Bladesmithing Project

Making a small fixed blade knife

In this project you will be making a small fixed blade knife - blade length is restricted to a maximum of 3 inches.

In this unit you will learn about the following:

  • Forge skills and techniques
  • Carbon steels and how this effects the blade
  • Annealing, Normalising, Hardening & Tempering
  • Angle Grinding and the different wheels
  • Grinding a bevel
  • Filing patterns
  • Fitting handles


Task 1

Create a Pinterest board and collect images of fixed blade knives that have short blade lengths and are interesting to you. You should also focus on the handles - you will be making your handle from wood or polymer so focus on these materials as your handle. Please see this example board that I have created on Pinterest.

Task 3:

Watch the following YouTube Video that elegantly describes the process of Normalising, Hardening and Tempering Steel.

As you watch the video, answer the following questions:

  1. What properties does Ferrite give in carbon steel?
  2. What does Pearlite consist of?
  3. What properties does pearlite give in Carbon steel?
  4. How can you increase the amount of Pearlite in Carbon steel?
  5. What does normalising do to the grain structure carbon steel & How does this differ from "factory fresh/freshly poured & rolled" carbon steel?
  6. What does normalizing do to the toughness (resistance to shock) of carbon steel?
  7. What is quenching?
  8. What 2 things does quenching do to the properties of carbon steel?
  9. What does quenching do to the grain structure of carbon steel?
  10. What does tempering do to the properties of hardened steel?
  11. What does tempering do to the grain structure of hardened carbon steel?
  12. Can you harden low carbon steel?
  13. Draw a diagram of plain carbon steel (0.5%) showing the grain structure and labelling Ferrite & Pearlite.

Task 2:

Find definitions for the following words, these are terminologies that we will use frequently during this unit and it is important that you have an understanding of what these mean. I will go over each of these in detail and explain how they are useful to know.

  • Annealing
  • Hardening
  • Tempering
  • Martensite & Austenite
  • Carbon Steel
  • Quenching
  • Bevel
  • Knife grind
  • Burr
  • Blade belly/Handle belly
  • Clip Point/Drop Point/Tanto/Sheepfoot
  • Ricasso & Plunge Line

Initial Ideas

Once you have 20+ images on Pinterest and you have a range of good ideas for some knife designs the next step is to put these ideas on paper.
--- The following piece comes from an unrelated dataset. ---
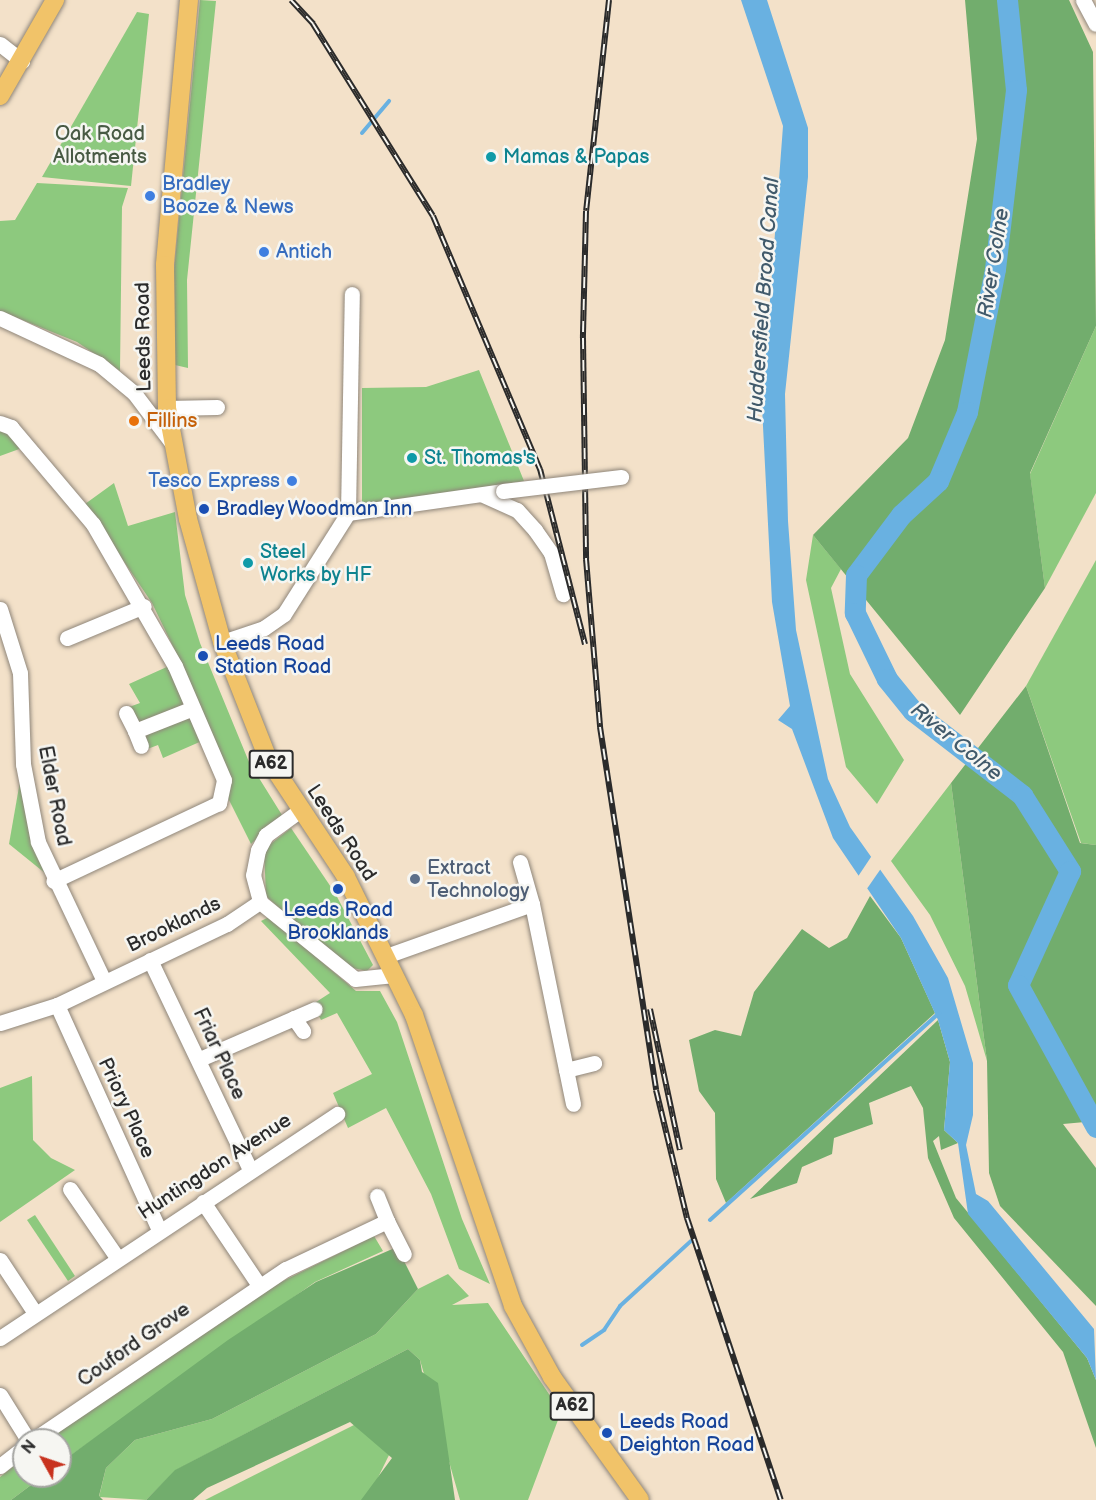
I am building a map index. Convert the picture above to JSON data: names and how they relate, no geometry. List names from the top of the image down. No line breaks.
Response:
{"streets":{"main road":["Leeds Road","A62"],"street":["Elder Road","Brooklands","Friar Place","Priory Place","Huntingdon Avenue","Couford Grove"]},"crossings":[["Elder Road","Brooklands"],["Brooklands","Friar Place"],["Brooklands","Priory Place"],["Friar Place","Huntingdon Avenue"],["Priory Place","Huntingdon Avenue"]],"water":["River Colne","Huddersfield Broad Canal"],"parks":["Oak Road Allotments"],"places":["Mamas & Papas","Bradley Booze & News","Antich","Fillins","St. Thomas's","Tesco Express","Bradley Woodman Inn","Steel Works by HF","Leeds Road Station Road","Extract Technology","Leeds Road Brooklands","Leeds Road Deighton Road"],"north":"top left"}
Start by drawing 3 vertical lines - these lines should represent the blade length and the handle length. (Blade max length is 3" and the handle should be about as wide as your hand/approx 4")

Now start sketching 4 designs for the knives that you have in mind - the only constraint is that the blade must have a convex curve.

*Tip* - Use your wrist to pivot when sketching your lines and try to 'ghost' the line before actually drawing it - this should give you more success with drawing a smooth and consistent curve.

Below is an example of what is expected:


Design Development

1. Once you have sketched your 4 initial ideas - discuss these ideas with me and your peers. Make any necessary adjustments and then recheck with me.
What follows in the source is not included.